Writers: Amanda Conner and Jimmy Palmiotti
Artist: Chad Hardin
Colorist: Alex Sinclair
Letterer: Dave Sharpe
Cover: Amanda Conner and Alex Sinclair
In Harley Quinn issue 1, DC takes the saying “If it ain’t broke, don’t fix it” to heart. Keeping the full creative team from Harley Quinn volume 2 issue 30, this rebirth issue reads like a direct continuation from the last time we saw Harley. DC Rebirth, a relaunch of DC’s ongoing monthly comics, meshes over seventy years’ worth of original content with storylines from the New 52—2011’s revamp effort. With Harley being a breakout star of the New 52 and having a growing fan following from Suicide Squad, it’s no surprise this rebirth has already sold over 400,000 copies. (And what perfect timing with the Suicide Squad movie just releasing on August 5.) In Harley’s rebirth, she teams up with Red Tool—a clear parody of Marvel’s Deadpool—to fight off zombies. Writers Amanda Conner and Jimmy Palmiotti keep the story fun and playful throughout even with a horde of zombies to battle.
The issue is basically split into three parts—first starting off with Harley and Poison Ivy on their spa day—a promise Harley made in issue 30. I’m glad to see Conner and Palmiotti establishing their close friendship immediately in this rebirth. Then, Harley launches into a recap of her origin story, which slows down the issue some, especially for readers who are familiar with her. However, we’re introduced to some new buddies and a new take on her independent journey since departing from the Joker. Finally, we get to the real action: Harley and co. fighting a zombie-esque plague.

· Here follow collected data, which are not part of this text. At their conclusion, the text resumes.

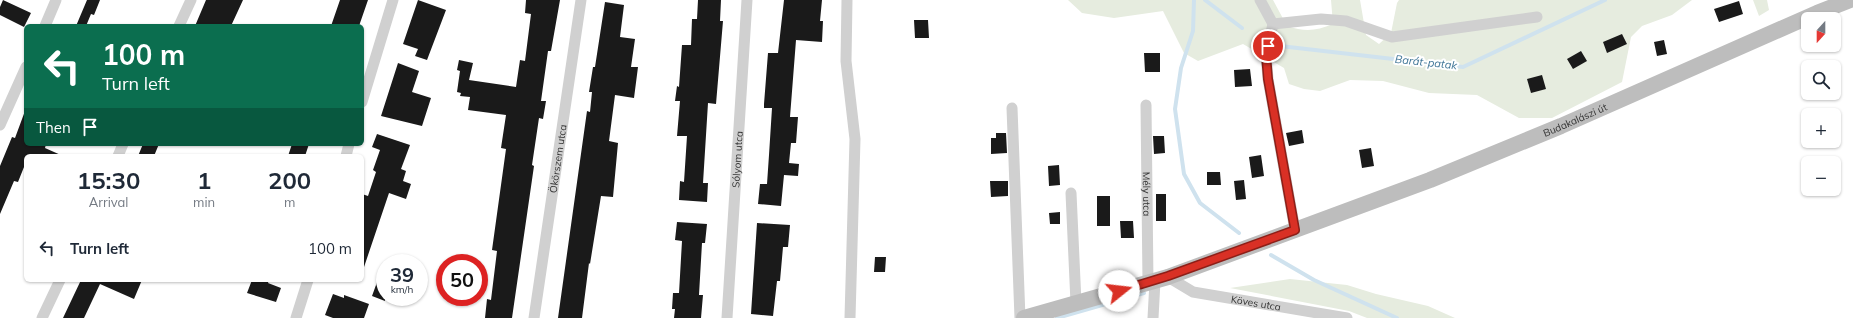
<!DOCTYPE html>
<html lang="en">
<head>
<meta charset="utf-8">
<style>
  body { margin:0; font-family:Mulish,sans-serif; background:#f2f2f3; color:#1f2937; height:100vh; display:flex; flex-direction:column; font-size:15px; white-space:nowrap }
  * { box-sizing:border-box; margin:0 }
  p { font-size:13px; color:#747a83 }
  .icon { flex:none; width:22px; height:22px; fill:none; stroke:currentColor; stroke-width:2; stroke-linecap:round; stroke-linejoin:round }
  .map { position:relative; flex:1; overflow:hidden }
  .drawer { position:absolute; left:24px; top:154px; width:340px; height:128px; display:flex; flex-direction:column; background:#fff; border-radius:6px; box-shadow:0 1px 3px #0004 }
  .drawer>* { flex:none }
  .hud { position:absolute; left:24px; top:24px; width:340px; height:122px; border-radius:6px; box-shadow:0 1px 3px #0004; background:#0b6e4f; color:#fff; overflow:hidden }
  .needle { width:26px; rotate:201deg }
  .fabs { position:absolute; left:1801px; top:12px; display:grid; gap:8px }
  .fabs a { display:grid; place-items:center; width:40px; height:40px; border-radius:6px; background:#fff; box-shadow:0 1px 3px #0004; font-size:20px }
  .speed { position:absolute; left:376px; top:254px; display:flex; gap:8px; font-size:20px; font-weight:700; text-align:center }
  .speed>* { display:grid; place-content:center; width:52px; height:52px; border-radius:50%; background:#fff; box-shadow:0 1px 3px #0004; line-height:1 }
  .speed small { font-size:10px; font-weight:400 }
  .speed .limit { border:6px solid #d22; background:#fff; color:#111 }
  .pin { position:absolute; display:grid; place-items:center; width:34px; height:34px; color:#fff; margin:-17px; border:2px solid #fff; border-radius:50%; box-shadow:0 1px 4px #0007 }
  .me { position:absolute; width:44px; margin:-22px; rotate:74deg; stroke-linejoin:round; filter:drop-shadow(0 0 3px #0008) }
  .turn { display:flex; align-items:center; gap:14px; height:84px; padding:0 12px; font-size:18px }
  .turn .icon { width:52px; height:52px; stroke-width:2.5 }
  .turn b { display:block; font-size:28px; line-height:34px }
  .then { display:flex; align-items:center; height:38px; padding:0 12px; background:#0003; gap:8px; font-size:15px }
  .eta { display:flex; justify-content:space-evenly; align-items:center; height:68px; text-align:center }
  .eta b { font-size:24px; font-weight:700; line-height:28px }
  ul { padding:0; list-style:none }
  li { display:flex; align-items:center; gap:12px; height:52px; padding:0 12px }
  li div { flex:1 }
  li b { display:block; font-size:15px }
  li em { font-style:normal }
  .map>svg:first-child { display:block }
</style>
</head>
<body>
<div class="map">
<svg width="1853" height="318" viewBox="0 0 1853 318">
  <rect width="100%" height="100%" fill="#fff"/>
  <!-- green -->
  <path fill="#e6ecdf" d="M1068 0H1273L1287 26C1305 32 1316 31 1333 24L1331 0H1360L1366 35 1379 44 1391 33 1397 3 1399 0H1692L1672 15 1642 26 1631 37 1622 82 1552 118H1519L1477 95 1429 93 1383 81 1350 80 1320 91 1304 89 1289 84 1284 68 1243 44 1198 61 1184 53 1163 11 1114 18 1082 13Z
    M1753 0H1767L1769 10 1759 16Z
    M1290 279 1347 285 1376 294 1428 306 1455 318H1367L1349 311 1230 288Z"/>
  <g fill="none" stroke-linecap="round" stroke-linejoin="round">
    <!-- stream -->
    <path stroke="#cfe2ee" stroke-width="4" d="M1194 0 1193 31 1181 68 1175 109 1184 174 1200 203 1239 233
      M1205 0 1242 28
      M1280 46 1463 67 1605 0
      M1271 255 1314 280 1397 318
      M1057 318 1144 293"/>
  </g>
  <!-- building -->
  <path fill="#1a1a1a" d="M3 0 31 13 24 27 0 15V7Z
    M87 0H100L94 15 91 14 86 26H76Z
    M206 0H243L231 26H195Z
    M340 0H368L359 26H331Z
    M418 0 446 10 427 60 415 56 418 49 403 44Z
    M526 0H560L551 51H548L541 101H546L543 119 539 118 532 165 534 166 512 318H485L487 299 491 300 497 251 492 250 506 149 501 148 506 115 468 110 470 97 460 96 461 93 457 92 460 71 457 70 459 60 473 63 469 80 516 87 520 60 525 61 531 14 525 13Z
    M698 0H721L720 21H723L716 104 708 103 703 183H708L707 202 679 200 680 181 684 182 687 136H677L680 101H675L677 86 679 87 682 45H691L692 19H697Z
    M784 0H822L820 21H823L822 42 796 40 790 117H798L796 143H791L789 163 799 164 798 176 784 175 781 206 758 204 760 184H767L769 155 772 108H764V104L768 53H778Z
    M1739 1 1743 14 1719 22 1714 9Z
    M605 2 624 5 620 37 635 39 631 67H638L634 98 615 95 609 141 618 143 613 197 601 196 590 264 589 263 582 318H558L587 111 590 112 592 92H589L593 67H595Z
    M914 20H928L929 38H915Z
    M1622 34 1627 44 1607 53 1603 42Z
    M1664 40 1667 54 1657 56 1654 42Z
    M1581 51 1587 61 1573 69 1567 59Z
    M1144 53H1160V72H1145Z
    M398 63 419 71 412 92 431 98 422 126 381 116Z
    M1250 69 1252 86 1235 87 1234 70Z
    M1542 75 1546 89 1531 93 1527 79Z
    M25 111 26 144H46L45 148 63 156H26V162L18 182 14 181 0 214V166L12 137 15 138Z
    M1302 130 1304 143 1289 146 1286 133Z
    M996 133H1006L1007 153 991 154V138H996Z
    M377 134 410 145 401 169 406 171 403 181 411 184 406 199 389 193 363 270H362V194L368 196 376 172 373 170 380 150 372 147Z
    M1153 136H1164L1165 153 1154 154Z
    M143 144H159L154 156H138Z
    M292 144H309L305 156H288Z
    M1371 148 1374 166 1362 168 1359 150Z
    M1261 155 1264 176 1252 178 1249 157Z
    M1059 165 1060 185 1049 186 1048 166Z
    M1207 172H1220L1221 185H1207Z
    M1244 180 1246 199 1236 200 1234 181Z
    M990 181H1008V196L991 197Z
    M1156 194H1166V221H1156Z
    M1097 196H1110V226H1097Z
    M1060 212V224H1050L1049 213Z
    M1120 221H1133L1134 238H1121Z
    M677 222 707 224 705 243H702L699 295H703L701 318H674L675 309H672L673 293H679L682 241 675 240Z
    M757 223 790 225 788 247H783L780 281H777L773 316 751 314Z
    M875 257H886L885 272H874Z
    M384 263H385V301L372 296Z
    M81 280H142L134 299 100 284 84 318H63Z
    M252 280H269L268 283 281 288 276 302 247 293Z
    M333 294 344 298V295L369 304 364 318H333L325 315Z"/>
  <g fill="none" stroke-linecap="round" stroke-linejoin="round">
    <!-- street -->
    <g stroke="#d0d0d0" stroke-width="11">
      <path d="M847 0 846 61 855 139 850 318"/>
      <path d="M1260 0 1273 24"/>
      <path d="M1273 24 1321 19 1346 21 1392 37 1537 17"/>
      <path d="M1273 24 1266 55 1268 79 1295 230"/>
      <path d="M45 26 56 0"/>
      <path d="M179 26 191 0"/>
      <path d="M362 102 393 0"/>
      <path id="s1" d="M1146 105 1148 283"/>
      <path d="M1012 108 1020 318"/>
      <path d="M0 125 26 67"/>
      <path d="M118 156 123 144"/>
      <path d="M346 156 349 144"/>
      <path d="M1071 193 1076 303"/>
      <path id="s2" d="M1168 277 1193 292 1347 318"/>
      <path d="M42 318 60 280"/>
      <path d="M296 318 308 280"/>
      <path id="s3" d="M534 318 581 0"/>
      <path id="s4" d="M727 318 747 0"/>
      <path d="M1153 318 1155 281"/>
    </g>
    <!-- secondary -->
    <path stroke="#bdbdbd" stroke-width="16" id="s5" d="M1024 318 1168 277 1430 180 1561 126 1817 13 1850 0"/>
  </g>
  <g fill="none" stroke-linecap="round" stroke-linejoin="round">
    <defs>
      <path id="route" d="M1119 291 1168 276 1295 230 1268 79 1266 55 1268 46"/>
    </defs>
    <!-- route casing -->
    <use href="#route" stroke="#8d1f18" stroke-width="10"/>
    <!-- route -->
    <use href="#route" stroke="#d93025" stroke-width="7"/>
  </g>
  <g text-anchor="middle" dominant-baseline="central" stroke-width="4" stroke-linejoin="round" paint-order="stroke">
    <!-- street labels -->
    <g font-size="10" fill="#333" stroke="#fff">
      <text stroke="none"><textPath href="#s5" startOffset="586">Budakalászi út</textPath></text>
      <text stroke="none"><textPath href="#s3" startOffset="161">Ökörszem utca</textPath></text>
      <text stroke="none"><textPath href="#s4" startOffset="159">Sólyom utca</textPath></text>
      <text stroke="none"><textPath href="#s1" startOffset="89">Mély utca</textPath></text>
      <text stroke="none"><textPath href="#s2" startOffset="93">Köves utca</textPath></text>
    </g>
    <!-- water labels -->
    <g font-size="11" font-style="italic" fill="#3f7597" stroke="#fff">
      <text transform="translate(1426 62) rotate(6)">Barát-patak</text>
    </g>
  </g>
</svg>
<div class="fabs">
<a><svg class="needle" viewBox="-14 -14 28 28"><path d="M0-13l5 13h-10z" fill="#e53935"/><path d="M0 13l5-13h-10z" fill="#747a83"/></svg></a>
<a><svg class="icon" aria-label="search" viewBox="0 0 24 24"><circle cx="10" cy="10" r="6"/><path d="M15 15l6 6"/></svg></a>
<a>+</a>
<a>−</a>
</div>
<div class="speed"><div>39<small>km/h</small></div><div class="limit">50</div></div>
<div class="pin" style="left:1268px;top:46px;background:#d93025"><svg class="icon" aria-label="arrive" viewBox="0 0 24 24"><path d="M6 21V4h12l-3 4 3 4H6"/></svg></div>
<svg class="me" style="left:1119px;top:291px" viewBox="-20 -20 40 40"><circle r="19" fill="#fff"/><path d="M0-13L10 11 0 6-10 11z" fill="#d93025"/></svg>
<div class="hud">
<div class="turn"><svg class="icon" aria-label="left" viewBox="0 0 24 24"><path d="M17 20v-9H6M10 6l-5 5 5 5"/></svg><div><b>100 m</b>Turn left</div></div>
<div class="then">Then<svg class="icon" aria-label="arrive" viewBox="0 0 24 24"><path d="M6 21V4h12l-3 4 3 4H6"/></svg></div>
</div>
<section class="drawer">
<div class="eta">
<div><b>15:30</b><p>Arrival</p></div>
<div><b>1</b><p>min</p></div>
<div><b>200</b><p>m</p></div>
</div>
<ul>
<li><svg class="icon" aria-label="left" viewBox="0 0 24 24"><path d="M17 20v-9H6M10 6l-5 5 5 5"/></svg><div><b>Turn left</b></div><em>100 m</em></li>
</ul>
</section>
</div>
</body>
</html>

I enjoyed Conner and Palmiotti’s different take on the zombies’ origin, especially because in most epidemic stories, we don’t usually see how the plagues start. Taking a few pages to relay this to readers was a definite highlight. Chad Hardin’s art and Alex Sinclair’s coloring are spot on, even down to Red Tool’s creative speech bubbles shaped like different tools, which we’ve seen since issue 26. With their black eyes and rabid-looking expressions, the zombies are scary and fit right into to the classic zombie lore. Having Harley take the lead and hold her own throughout the comic while fighting along two men is another positive for the issue. She shows her sensitive side when seeing her fellow neighbors—like the stand-in mailman—but that doesn’t mean she’s weak. Far from it. Conner and Palmiotti expertly establish her personality from the start. Harley shows readers that you can be flirty and girly and be a total badass.
The cover shows Harley in a modern take on her classic red-and-black attire. Her blonde hair is in pigtails tinged blue and pink—just like in previous issues and how she appears in Suicide Squad. We see some familiar faces in the background—like Joker, Batman, and Poison Ivy. Holding a gun in one hand and her hammer in another, she’s a force to be reckoned—especially with that sly, mischievous grin she’s touting. Interestingly, DC released seventy-four awesome variant covers. (See the DC Comics website for a chance to win them all.)
Aside from a brief halt in the story when Harley launches into her backstory, this rebirth comic is pretty solid. Having the full creative team from previous issues definitely helps keep Harley’s character authentic. The dynamic between Red Tool and Harley is great, and the zombie storyline is fun. Overall, DC has done a good job with this rebirth, and it doesn’t seem like Harley’s appeal is wearing off anytime soon.